PROBLEM DETAILS: Your answer should be every line of the records that contains the word "absolute".
..........
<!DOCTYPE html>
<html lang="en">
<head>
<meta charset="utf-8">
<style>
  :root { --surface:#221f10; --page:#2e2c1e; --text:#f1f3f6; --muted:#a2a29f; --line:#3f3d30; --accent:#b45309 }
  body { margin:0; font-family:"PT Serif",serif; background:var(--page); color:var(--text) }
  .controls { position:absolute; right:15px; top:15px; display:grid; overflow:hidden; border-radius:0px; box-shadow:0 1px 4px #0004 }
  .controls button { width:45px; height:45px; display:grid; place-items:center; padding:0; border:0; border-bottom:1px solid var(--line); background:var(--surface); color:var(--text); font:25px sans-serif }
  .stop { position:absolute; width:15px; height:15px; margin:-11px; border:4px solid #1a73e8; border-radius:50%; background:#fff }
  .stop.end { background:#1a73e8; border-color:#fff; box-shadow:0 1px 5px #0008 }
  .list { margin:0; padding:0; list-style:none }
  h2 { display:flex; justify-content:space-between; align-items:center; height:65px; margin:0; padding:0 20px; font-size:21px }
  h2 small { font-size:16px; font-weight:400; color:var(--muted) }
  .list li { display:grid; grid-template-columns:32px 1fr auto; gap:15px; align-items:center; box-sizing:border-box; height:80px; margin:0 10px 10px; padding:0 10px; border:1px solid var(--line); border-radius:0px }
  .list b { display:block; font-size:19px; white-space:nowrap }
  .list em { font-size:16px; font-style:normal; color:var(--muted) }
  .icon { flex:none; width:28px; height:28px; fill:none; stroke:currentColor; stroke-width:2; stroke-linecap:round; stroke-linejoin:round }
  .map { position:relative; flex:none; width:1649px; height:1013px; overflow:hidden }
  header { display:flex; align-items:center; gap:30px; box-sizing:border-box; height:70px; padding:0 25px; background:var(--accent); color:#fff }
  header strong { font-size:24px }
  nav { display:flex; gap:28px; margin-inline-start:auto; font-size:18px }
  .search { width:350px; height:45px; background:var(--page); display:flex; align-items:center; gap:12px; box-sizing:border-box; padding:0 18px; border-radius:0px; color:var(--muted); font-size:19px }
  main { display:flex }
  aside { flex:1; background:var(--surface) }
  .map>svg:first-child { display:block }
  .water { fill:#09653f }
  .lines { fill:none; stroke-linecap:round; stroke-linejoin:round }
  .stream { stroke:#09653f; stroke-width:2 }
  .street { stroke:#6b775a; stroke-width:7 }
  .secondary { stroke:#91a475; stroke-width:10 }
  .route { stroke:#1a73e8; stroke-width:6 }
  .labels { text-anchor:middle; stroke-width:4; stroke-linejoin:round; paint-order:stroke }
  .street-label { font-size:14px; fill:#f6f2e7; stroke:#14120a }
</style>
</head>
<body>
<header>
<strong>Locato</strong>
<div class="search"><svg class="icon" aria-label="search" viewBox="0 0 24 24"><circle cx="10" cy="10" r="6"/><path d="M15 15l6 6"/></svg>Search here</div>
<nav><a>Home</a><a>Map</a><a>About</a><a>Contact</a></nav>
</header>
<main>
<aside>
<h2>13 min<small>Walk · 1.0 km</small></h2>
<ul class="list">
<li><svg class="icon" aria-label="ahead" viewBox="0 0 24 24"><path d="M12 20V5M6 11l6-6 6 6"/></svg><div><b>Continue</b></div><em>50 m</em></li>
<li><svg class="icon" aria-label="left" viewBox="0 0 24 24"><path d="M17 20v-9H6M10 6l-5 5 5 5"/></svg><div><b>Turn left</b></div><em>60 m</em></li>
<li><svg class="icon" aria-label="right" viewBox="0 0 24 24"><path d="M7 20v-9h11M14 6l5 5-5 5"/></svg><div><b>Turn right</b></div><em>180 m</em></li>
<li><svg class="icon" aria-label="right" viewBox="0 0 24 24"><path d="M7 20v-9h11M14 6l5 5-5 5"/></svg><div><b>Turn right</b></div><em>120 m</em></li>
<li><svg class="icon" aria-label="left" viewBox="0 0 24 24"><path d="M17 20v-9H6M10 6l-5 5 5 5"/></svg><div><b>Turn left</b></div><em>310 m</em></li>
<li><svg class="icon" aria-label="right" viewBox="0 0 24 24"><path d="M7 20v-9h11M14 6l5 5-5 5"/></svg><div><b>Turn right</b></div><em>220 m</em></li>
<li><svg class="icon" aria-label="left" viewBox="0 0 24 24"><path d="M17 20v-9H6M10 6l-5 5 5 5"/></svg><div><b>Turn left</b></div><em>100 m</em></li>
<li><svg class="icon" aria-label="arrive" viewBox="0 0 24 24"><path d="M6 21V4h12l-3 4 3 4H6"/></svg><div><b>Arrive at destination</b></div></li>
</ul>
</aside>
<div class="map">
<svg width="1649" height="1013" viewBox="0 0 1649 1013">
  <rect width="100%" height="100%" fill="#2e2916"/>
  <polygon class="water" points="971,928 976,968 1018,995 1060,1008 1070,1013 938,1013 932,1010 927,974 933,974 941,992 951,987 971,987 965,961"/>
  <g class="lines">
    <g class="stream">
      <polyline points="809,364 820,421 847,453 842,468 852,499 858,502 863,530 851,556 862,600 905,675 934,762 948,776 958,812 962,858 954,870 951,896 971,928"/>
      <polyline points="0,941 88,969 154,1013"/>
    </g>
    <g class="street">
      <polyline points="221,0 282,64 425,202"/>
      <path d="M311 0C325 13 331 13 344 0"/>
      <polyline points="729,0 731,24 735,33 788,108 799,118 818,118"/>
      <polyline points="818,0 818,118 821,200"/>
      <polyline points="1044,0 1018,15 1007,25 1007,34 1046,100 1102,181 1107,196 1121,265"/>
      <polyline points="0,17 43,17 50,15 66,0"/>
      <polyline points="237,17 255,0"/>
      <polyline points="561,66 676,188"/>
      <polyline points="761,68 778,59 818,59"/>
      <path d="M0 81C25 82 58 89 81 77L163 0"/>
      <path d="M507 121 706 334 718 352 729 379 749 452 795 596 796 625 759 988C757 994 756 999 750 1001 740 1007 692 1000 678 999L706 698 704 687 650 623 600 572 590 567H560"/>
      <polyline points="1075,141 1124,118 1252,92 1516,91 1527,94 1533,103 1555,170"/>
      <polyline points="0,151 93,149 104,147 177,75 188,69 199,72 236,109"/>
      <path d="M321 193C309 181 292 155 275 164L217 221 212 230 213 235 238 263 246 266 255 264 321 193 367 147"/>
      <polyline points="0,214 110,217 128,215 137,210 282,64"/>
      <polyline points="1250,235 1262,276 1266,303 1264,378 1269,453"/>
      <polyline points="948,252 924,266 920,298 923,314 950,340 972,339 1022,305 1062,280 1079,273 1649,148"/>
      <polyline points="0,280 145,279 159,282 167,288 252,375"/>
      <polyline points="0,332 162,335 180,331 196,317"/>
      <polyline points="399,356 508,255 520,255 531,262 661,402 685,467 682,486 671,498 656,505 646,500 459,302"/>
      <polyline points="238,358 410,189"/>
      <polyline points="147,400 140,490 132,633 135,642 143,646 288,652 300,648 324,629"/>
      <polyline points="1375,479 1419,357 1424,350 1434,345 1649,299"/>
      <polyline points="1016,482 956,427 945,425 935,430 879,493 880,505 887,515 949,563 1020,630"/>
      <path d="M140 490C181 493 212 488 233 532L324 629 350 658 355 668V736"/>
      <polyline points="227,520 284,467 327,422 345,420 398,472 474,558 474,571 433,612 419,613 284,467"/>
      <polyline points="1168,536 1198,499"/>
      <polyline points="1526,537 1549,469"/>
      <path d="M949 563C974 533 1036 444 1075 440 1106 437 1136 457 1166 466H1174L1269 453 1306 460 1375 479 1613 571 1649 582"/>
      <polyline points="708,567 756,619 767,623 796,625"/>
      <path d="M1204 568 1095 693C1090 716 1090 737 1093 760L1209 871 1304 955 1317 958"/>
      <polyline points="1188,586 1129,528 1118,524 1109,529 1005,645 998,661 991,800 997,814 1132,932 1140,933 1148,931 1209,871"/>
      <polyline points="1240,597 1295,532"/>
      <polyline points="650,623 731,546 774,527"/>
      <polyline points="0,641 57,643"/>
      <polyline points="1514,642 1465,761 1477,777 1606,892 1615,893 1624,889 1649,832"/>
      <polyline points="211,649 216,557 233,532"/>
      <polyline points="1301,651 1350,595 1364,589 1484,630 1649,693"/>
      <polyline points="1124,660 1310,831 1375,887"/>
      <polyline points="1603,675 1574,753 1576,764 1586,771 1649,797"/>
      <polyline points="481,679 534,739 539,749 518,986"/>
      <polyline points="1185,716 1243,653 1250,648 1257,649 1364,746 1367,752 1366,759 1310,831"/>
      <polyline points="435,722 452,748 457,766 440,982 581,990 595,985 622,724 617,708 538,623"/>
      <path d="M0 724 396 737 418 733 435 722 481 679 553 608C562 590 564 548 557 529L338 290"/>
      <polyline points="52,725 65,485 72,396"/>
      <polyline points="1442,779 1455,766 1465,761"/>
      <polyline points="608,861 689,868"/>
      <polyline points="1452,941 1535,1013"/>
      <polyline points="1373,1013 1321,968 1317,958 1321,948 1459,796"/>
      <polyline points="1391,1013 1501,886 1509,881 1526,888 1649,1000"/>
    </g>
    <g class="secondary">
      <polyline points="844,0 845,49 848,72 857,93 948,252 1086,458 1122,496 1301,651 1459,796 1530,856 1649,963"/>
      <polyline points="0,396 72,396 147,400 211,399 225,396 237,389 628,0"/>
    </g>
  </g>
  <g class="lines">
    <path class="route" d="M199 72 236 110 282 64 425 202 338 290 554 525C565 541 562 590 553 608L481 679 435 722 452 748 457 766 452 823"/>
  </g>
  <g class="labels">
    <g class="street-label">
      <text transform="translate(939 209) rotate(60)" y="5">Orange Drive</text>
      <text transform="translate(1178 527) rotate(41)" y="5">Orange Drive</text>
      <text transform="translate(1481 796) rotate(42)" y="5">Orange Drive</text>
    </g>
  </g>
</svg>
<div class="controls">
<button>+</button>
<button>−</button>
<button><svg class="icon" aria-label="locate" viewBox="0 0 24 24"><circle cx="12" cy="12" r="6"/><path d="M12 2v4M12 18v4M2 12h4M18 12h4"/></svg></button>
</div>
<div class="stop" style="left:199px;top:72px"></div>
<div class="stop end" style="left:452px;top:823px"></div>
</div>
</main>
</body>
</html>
..........
PROBLEM SOLUTION:
  .controls { position:absolute; right:15px; top:15px; display:grid; overflow:hidden; border-radius:0px; box-shadow:0 1px 4px #0004 }
  .stop { position:absolute; width:15px; height:15px; margin:-11px; border:4px solid #1a73e8; border-radius:50%; background:#fff }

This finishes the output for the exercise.